Components of a simple tracking sheet include:
1 First and last name
2 Unit, wing, or floor
3 Date of birth
4 Gender
5 Age
6 Date of onset of illness
7 Date specimen was collected
8 Result of specimen tested
9 Flu vaccination given y/n (if it’s flu season)
10 Date of vaccination
11 Symptoms (ie, cold, sore throat, malaise, chills, muscle aches,
diarrhea, vomiting, headache, pneumonia)
12 Date hospitalized (if from a nursing home, etc.)
13 Mortality
14 Treatment
Developing a tracking sheet makes it easier to systematically collect data, add new data, and analyze the existing data. Data can then be reviewed from any data point.
Components of an Outbreak Investigation
1. Early identification of a suspected outbreak.
2. Start an investigation.
3. Define a case and an outbreak and pre-outbreak period.
4. Communicate to all healthcare professionals that need to know.
5. Identify all individuals who meet the case definition (patients and staff).
6. Determine if the number of “cases” exceeds the background rate (ie, it is an outbreak).
7. If reportable to local and state agencies, report those concerns. Local and state agencies can aid with case identification, development of investigative approach, prevention and control measures, and assist with specimens.
8. Appropriately isolate all individuals who meet the case definition.
9. Collect appropriate clinical specimens and save all outbreak-specific isolates from potential “cases.”
10. Confirm a diagnosis (rule out a pseudo-outbreak).
11. Be sure proper precautions are in place to contain the outbreak once a diagnosis is confirmed. You may decide to implement proper precaution prior to the diagnosis depending on the situation.
12. Continue to monitor and control the outbreak in order to prevent future spread.
13. Develop a line listing of “cases.”
14. Compare exposures of “cases” to better understand the route of transmission and potential risk factors.
15. Consider conducting additional epidemiologic studies (ie, case-control or cohort studies).

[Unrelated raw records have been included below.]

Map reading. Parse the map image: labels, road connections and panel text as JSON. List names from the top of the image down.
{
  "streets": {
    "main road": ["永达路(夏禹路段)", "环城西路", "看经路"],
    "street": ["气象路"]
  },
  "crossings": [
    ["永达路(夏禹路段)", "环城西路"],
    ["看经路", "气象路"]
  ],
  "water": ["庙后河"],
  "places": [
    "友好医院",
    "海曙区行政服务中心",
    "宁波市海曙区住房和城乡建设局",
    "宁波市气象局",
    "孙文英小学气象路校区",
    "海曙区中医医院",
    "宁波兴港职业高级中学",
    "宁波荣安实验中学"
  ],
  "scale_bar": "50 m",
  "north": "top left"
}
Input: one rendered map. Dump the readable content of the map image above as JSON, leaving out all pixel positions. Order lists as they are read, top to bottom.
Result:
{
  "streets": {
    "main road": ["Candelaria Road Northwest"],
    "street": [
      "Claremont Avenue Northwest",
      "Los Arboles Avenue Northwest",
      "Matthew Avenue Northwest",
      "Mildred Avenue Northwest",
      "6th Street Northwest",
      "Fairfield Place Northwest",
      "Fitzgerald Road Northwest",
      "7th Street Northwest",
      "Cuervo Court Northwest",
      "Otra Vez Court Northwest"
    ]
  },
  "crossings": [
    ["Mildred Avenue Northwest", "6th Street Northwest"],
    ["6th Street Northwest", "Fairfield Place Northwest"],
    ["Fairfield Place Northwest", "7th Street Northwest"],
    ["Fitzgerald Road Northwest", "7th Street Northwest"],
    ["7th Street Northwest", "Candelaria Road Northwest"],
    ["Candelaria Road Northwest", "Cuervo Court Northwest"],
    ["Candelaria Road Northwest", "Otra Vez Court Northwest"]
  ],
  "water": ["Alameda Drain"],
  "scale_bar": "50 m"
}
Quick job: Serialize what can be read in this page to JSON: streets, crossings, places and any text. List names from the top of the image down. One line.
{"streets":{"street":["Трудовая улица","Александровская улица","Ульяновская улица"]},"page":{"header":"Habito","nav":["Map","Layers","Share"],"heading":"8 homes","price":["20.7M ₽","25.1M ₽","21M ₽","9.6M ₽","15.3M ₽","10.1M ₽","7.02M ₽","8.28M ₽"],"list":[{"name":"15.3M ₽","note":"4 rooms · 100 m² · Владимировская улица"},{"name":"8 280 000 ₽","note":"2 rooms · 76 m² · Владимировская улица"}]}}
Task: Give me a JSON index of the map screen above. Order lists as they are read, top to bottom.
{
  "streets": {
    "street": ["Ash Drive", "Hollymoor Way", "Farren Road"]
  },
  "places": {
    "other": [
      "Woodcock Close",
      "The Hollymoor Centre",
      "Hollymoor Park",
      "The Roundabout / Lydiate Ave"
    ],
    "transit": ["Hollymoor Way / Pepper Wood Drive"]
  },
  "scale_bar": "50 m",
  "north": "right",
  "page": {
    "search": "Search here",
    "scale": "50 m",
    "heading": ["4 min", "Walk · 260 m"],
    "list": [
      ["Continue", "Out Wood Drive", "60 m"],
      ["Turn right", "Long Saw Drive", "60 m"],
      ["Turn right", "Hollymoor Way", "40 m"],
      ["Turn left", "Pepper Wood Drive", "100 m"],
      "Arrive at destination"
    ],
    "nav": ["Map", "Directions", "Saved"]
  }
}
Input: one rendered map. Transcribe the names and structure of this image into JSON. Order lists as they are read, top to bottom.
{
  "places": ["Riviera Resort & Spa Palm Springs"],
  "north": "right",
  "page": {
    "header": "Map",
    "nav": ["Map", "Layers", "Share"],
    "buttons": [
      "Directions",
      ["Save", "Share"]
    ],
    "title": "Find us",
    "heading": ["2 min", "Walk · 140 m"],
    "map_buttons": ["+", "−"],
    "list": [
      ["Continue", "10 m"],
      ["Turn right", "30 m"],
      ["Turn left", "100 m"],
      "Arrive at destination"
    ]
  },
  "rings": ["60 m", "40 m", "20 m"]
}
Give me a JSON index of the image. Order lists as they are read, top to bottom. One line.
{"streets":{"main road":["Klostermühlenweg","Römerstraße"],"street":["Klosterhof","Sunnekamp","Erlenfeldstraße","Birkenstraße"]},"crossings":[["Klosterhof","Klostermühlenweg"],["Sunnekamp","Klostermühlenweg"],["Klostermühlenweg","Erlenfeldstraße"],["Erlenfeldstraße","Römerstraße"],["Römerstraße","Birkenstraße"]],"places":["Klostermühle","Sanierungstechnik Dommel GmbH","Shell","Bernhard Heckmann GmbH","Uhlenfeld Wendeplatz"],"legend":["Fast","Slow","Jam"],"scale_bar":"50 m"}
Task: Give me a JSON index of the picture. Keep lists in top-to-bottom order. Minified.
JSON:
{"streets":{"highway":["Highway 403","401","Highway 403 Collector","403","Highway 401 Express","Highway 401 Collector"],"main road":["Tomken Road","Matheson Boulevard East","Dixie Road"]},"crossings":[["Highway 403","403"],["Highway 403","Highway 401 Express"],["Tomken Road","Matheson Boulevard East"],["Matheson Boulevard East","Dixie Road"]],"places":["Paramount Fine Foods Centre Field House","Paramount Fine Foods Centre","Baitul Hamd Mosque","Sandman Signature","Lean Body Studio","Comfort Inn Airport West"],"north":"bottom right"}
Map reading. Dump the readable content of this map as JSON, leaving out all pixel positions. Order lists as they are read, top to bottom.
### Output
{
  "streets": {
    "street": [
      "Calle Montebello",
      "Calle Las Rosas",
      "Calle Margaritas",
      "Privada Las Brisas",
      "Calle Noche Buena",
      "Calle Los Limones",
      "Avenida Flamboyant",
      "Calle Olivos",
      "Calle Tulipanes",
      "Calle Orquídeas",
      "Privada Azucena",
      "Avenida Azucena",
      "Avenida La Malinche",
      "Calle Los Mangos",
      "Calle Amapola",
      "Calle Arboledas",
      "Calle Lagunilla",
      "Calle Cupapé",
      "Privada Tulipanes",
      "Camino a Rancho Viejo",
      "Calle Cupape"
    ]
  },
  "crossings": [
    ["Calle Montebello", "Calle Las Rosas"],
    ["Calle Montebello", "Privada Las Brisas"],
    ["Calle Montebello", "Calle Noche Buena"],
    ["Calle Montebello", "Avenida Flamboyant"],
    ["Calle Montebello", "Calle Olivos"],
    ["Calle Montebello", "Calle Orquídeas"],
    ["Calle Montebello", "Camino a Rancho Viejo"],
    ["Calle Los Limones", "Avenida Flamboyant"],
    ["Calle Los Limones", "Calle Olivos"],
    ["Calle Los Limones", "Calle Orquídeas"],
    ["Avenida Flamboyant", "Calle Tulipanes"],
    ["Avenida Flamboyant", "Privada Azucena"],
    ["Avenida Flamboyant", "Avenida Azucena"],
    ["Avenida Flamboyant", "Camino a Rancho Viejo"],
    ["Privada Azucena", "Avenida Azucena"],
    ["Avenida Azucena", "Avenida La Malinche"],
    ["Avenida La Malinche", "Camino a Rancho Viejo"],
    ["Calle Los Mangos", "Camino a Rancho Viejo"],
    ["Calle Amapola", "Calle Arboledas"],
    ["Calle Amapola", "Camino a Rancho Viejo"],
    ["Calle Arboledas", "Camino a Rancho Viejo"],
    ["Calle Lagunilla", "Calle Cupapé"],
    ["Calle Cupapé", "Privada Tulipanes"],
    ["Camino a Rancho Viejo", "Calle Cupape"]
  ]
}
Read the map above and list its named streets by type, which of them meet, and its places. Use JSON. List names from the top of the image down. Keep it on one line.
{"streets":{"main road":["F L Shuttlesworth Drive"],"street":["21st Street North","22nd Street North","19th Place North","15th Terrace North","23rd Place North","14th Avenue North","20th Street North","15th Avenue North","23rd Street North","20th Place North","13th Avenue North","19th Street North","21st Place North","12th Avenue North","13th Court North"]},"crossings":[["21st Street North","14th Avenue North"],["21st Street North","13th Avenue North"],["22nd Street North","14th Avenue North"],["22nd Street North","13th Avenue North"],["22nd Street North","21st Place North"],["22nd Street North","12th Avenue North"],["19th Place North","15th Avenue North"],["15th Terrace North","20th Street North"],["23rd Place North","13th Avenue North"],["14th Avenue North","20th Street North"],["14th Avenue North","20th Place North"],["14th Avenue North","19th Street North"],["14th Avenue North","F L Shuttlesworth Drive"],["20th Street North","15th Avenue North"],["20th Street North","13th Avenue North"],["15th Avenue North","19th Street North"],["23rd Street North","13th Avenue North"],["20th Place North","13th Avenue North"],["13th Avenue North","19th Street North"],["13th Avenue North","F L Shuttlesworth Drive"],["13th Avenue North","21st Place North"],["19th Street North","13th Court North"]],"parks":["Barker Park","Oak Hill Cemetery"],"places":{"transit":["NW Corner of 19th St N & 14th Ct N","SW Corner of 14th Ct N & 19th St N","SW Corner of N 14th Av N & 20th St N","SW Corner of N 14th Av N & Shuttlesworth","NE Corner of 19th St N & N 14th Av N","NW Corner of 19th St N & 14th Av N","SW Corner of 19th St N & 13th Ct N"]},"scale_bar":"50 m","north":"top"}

16. Consider performing genetic studies of the pathogen (especially if previously unrecognized or unusual).
17. Institute additional control measures, if needed.
18. Evaluate the efficacy of the control measures.
19. When control measures have terminated transmission, declare the outbreak is over.
20. Communicate to all individuals and agencies involved in the investigation that the outbreak is over.
21. Prepare your final outbreak investigation report.
22. Provide the opportunity for a debrief to identify strengths and weaknesses in the investigation. Information should be obtained from all effected staff.
23. Develop opportunities for improvement and action plans to avoid another outbreak.
Linda Spaulding, RN, CIC, BC, CHEC, CHOP, is an infection prevention consultant and founder of InCo and Associates International, Inc.